Re: Wiki-recovering failed raid, overlay problem
From: Phil Turmel <hidden>
Date: 2013-06-02 13:53:32
On 06/02/2013 01:07 AM, Chris Finley wrote:
quoted
Please show the output of my 'lsdrv' script [1] as your system is now set up.
[trim /] Ok. Documented.
quoted
Your drive with S/N S2H7JD2B105688 seems to be the worst, with triple-digit pending sectors. This suggests a mismatch between your drives' error correction time limits and the linux drivers' default timeout.I'm not sure that I understand this. Wouldn't the drive move a bad sector regardless of the OS timeout?
No. If the drive takes longer than the linux driver (default 30 seconds) when encountering a typical unrecoverable read error, the controller's attempt to reset the link disrupts the MD attempt to rewrite the problem sector. This failed *write* kicks the drive out of the array when it would otherwise be corrected. This is almost certainly what happened to your first dropped drive. It is otherwise healthy.
Can you point me to more information on correcting the time limits?
There are numerous discussions in the archives... search them for combinations of "scterc", "tler", and "ure".
The change in device mapping went like this: At Failure --> Now sdc --> sdc sdd (2nd drop, most errors) --> ddrescue to sdb and then unplugged sde (1st drop, low event count) --> sdd sdf --> sde
So your device role order is /dev/sd{c,b,d,e}1.
quoted
And a lack of regular scrubbing to clean up pending sectors. "smartctl -l scterc" for each drive would give useful information. Anyways, the drive may not be really failing--it has zero relocations.
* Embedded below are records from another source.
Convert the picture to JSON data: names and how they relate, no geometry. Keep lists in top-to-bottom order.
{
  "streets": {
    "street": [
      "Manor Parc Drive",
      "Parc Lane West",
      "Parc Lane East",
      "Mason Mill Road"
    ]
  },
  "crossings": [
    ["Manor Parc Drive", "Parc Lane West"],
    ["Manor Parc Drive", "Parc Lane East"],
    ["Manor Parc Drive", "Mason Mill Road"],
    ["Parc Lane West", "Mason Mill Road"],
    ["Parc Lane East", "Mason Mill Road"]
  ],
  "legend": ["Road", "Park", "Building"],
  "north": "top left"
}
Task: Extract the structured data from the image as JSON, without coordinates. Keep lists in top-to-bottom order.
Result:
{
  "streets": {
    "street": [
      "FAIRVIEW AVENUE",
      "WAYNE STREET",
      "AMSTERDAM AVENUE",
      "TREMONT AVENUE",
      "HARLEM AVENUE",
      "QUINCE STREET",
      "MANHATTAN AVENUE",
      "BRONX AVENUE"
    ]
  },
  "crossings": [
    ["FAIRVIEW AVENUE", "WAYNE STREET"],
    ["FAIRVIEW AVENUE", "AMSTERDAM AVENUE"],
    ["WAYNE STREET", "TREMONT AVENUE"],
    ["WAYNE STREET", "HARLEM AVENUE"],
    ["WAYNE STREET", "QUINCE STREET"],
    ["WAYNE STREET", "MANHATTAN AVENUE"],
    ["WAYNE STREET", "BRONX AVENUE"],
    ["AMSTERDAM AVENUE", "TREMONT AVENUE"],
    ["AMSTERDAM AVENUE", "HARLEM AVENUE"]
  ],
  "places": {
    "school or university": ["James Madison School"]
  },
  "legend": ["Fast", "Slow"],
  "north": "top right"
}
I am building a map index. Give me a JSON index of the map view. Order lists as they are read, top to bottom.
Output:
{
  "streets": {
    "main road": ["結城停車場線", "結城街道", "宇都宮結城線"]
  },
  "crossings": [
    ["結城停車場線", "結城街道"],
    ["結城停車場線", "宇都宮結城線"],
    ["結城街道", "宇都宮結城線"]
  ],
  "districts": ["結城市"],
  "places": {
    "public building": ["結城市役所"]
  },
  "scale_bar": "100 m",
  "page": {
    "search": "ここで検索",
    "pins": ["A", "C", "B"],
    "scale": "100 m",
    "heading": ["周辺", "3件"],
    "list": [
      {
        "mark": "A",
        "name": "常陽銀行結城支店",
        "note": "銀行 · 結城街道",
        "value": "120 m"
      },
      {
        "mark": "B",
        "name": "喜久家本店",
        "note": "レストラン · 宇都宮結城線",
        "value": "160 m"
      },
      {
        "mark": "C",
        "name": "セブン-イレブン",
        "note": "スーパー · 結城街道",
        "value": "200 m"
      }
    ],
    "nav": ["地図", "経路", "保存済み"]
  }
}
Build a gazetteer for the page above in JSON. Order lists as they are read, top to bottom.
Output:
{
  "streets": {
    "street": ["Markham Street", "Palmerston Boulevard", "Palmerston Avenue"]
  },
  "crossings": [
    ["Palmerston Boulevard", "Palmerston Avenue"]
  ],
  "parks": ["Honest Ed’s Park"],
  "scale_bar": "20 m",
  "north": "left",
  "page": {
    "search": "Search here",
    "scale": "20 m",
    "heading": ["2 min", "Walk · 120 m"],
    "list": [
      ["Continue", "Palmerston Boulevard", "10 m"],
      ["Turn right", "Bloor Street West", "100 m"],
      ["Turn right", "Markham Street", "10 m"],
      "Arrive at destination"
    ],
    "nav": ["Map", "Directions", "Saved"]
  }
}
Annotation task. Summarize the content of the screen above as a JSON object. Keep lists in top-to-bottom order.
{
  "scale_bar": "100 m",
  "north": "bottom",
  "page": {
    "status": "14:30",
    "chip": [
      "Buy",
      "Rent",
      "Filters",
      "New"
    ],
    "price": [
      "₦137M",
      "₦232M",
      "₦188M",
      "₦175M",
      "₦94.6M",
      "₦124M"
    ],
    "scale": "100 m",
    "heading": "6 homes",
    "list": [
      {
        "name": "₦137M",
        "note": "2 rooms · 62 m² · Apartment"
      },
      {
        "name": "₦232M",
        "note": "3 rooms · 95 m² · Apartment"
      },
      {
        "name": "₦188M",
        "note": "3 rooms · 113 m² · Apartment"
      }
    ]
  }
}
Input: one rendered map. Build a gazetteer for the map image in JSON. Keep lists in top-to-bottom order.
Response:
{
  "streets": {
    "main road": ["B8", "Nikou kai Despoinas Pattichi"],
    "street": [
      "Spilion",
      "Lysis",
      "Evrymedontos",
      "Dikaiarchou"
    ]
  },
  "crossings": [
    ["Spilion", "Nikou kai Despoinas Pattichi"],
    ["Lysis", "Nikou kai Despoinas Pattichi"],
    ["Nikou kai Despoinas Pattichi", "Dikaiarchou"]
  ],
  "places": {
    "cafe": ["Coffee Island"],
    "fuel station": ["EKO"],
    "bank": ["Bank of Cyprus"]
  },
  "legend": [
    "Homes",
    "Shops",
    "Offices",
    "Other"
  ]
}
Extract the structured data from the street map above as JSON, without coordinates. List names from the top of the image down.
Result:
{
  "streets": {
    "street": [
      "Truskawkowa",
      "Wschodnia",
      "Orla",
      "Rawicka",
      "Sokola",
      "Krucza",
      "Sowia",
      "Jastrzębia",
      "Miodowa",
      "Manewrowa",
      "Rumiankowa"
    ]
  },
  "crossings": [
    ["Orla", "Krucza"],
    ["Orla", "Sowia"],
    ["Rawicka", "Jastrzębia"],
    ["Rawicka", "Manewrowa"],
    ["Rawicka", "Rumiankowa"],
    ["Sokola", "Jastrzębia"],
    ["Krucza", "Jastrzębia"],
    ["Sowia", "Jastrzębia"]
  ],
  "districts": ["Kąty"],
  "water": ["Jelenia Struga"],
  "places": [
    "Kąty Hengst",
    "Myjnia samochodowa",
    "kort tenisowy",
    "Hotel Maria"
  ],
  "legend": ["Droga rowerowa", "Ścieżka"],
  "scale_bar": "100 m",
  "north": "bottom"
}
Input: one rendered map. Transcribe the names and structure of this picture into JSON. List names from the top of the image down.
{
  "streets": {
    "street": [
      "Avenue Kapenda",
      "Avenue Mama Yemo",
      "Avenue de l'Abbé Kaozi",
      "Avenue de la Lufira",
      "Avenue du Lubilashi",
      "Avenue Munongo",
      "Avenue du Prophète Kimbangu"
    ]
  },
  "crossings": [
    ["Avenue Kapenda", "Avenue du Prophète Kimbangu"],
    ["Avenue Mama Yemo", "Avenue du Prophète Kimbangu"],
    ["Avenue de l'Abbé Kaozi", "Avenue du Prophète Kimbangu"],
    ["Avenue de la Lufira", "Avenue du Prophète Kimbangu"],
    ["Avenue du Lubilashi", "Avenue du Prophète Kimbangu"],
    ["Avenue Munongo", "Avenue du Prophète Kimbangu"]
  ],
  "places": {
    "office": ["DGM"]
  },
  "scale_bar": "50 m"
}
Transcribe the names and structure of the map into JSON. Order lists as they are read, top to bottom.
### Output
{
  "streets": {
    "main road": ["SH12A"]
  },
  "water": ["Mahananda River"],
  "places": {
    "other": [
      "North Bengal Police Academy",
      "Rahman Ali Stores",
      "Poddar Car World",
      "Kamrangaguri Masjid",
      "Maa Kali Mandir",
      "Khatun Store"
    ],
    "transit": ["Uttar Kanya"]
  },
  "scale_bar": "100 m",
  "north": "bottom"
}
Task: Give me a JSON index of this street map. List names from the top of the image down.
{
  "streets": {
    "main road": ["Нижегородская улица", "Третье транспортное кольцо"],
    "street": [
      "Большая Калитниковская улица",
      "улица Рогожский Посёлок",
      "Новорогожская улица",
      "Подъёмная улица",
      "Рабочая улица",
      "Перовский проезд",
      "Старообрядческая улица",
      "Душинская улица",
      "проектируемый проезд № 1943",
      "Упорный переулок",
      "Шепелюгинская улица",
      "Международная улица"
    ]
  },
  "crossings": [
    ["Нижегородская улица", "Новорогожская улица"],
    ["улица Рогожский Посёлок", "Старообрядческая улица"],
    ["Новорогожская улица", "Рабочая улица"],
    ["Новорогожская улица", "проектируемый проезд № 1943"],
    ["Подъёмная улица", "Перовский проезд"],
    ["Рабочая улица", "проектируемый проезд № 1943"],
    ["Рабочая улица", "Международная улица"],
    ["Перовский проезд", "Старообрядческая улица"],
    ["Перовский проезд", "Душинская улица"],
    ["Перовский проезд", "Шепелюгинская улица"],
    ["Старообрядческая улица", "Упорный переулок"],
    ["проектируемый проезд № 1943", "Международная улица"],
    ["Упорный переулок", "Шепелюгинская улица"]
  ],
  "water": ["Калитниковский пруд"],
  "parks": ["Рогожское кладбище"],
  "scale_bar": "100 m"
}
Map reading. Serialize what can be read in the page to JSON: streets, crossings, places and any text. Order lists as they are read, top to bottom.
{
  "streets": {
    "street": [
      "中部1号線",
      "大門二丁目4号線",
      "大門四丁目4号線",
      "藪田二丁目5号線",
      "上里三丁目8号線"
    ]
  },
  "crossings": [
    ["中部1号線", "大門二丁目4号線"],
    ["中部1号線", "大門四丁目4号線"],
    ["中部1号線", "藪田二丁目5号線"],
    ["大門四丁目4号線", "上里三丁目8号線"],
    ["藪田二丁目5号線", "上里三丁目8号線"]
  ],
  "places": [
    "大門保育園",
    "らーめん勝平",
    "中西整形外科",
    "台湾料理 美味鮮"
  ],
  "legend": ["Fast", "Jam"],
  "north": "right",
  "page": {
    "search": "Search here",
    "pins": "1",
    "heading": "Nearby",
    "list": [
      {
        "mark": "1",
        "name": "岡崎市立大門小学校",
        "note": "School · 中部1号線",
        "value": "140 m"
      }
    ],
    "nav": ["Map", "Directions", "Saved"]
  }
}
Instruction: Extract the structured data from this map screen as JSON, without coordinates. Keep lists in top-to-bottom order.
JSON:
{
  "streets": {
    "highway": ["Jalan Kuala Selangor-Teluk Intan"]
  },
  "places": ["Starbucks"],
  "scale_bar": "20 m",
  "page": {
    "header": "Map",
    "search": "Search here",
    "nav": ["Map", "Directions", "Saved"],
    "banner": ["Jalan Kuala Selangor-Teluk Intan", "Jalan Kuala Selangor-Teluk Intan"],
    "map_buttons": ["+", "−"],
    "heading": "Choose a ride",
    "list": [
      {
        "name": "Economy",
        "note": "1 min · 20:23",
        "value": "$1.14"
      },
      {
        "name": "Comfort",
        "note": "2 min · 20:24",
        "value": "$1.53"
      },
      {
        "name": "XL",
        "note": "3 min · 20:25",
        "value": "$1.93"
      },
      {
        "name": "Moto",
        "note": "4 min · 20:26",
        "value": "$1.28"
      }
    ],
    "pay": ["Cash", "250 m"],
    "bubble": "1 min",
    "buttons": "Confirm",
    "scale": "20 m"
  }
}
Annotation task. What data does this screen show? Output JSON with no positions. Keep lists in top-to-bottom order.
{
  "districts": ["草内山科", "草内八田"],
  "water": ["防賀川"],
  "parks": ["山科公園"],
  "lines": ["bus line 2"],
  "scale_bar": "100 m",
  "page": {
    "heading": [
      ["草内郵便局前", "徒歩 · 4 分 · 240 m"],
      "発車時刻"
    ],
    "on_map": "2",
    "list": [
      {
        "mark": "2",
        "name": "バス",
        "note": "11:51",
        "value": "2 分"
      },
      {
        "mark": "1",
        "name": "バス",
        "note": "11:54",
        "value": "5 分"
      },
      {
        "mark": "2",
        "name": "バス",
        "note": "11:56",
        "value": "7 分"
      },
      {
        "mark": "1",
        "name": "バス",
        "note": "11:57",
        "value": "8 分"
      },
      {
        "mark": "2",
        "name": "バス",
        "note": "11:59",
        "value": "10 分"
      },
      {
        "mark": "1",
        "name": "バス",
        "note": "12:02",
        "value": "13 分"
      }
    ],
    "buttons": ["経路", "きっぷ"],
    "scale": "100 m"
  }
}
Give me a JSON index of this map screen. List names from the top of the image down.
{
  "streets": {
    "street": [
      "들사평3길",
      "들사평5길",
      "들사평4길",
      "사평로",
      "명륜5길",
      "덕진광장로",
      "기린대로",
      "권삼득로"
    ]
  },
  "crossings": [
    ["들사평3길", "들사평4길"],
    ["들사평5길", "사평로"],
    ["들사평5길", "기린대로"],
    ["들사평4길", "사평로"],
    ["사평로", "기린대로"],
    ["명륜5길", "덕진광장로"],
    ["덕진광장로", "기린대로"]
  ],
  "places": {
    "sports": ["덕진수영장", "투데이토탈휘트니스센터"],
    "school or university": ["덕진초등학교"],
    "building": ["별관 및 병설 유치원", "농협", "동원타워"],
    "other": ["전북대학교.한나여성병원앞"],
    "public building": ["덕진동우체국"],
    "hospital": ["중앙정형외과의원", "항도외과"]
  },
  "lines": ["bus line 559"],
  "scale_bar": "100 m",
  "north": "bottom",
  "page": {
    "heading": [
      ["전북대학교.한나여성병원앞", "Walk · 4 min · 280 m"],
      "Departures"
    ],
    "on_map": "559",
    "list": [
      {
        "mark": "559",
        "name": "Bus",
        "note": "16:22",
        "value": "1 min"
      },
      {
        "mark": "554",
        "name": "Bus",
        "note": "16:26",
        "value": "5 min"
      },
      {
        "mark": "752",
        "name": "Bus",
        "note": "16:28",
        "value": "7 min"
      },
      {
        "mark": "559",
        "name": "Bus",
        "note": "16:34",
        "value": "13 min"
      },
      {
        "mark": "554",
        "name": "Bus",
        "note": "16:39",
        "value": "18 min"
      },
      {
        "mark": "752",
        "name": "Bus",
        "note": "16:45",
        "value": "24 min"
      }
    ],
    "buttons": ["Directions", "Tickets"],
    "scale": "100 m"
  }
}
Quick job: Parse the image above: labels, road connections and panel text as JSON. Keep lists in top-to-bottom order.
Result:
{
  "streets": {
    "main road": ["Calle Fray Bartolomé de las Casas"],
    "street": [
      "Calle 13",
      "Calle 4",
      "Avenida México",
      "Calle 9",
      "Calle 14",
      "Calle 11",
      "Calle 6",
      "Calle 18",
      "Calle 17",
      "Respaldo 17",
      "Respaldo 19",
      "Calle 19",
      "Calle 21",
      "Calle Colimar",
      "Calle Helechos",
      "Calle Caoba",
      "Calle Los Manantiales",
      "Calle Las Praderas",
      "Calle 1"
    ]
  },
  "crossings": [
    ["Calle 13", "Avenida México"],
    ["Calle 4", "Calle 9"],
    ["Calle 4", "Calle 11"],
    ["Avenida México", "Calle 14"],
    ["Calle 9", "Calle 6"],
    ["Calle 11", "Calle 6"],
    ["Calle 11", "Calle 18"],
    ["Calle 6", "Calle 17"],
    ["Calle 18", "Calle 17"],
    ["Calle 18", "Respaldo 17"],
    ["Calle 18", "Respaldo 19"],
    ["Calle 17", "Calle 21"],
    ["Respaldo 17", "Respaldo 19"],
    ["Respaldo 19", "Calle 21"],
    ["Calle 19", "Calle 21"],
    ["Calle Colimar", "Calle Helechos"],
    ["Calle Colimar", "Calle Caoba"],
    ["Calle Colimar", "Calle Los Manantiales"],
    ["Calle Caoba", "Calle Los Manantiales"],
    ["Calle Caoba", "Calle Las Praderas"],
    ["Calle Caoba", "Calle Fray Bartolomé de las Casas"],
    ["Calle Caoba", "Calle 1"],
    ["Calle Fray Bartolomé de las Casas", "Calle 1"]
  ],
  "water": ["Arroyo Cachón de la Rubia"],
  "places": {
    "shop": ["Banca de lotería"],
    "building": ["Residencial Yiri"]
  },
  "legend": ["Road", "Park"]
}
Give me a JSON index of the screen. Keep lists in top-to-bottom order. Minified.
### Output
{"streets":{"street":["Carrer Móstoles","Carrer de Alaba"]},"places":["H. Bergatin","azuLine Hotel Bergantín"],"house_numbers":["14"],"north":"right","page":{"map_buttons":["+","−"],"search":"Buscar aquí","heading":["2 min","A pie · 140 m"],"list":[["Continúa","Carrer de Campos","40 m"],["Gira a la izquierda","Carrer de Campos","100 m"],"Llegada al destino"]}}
If S2H7JD2B105688 was the old /dev/sdd, then it doesn't matter, but you've now lost the opportunity to correct those sectors.The failed sdd has the serial number S2H7JD2B105688. I still have the drive, it's just unplugged.
You may want to revisit this drive. ddrescue simply puts zeros where the unreadable sectors were. A running raid5 or raid6 array will fix those unreadable sectors when encountered, as long as the drive timeouts are short.
Running "smartctl -l scterc" produces some interesting results.
Sadly, no. These are what I expected. And they show the reason consumer-grade desktop drives are not warranteed for use in raid arrays.
# smartctl -l scterc /dev/sdb smartctl 5.41 2011-06-09 r3365 [x86_64-linux-3.2.0-44-generic] (local build) Copyright (C) 2002-11 by Bruce Allen, http://smartmontools.sourceforge.net SCT Error Recovery Control: Read: Disabled Write: Disabled
[trim /]
What is going on here? How would error recovery get disabled?
On enterprise drives, or otherwise raid-rated drives, scterc defaults to
a small number on power-up, typically 7.0 seconds. This is perfect for
MD raid.
On desktop drives, sold for systems without raid, aggressive (long)
error recovery is good--the user would want the drive to make every
possible effort to retrieve its data. Most consumer drives will try for
two minutes or more, and will ignore any controller signals while doing
so. Unfortunately, this behavior breaks raid arrays.
Good desktop drives, like yours, offer a setting to adjust this
behavior. When needed, it must be set at every drive power up. You
need suitable commands in your startup scripts (rc.local or equivalent).
Most desktop drives do not even offer scterc. This protects the
manufacturers' markup for raid-rated drives. When the drive timeout
cannot be shortened, the linux driver timeout must be lengthened.
Again, one would need suitable commands in the system startup scripts.
Finally, raid arrays need to be exercised to encounter (and fix) the
UREs as they develop, so they don't accumulate. The only way to be sure
the entire data surface is read (including parity or mirror copies) is
to ask the array to "check" itself. I recommend this scrub on a weekly
basis.
Anyways, the quickest way for you to have a running array is to use
"mdadm --assemble --force /dev/md0 /dev/sd{c,b,e}1". This leaves out
the first dropped disk. Any remaining UREs cannot be corrected while
degraded, but the data on the first dropped disk is suspect.
Feel free to use an overlay on /dev/md0 itself while making your first
attempt to mount and access the data. If you cannot get critical data,
stop and re-assemble with all four devices.
Phil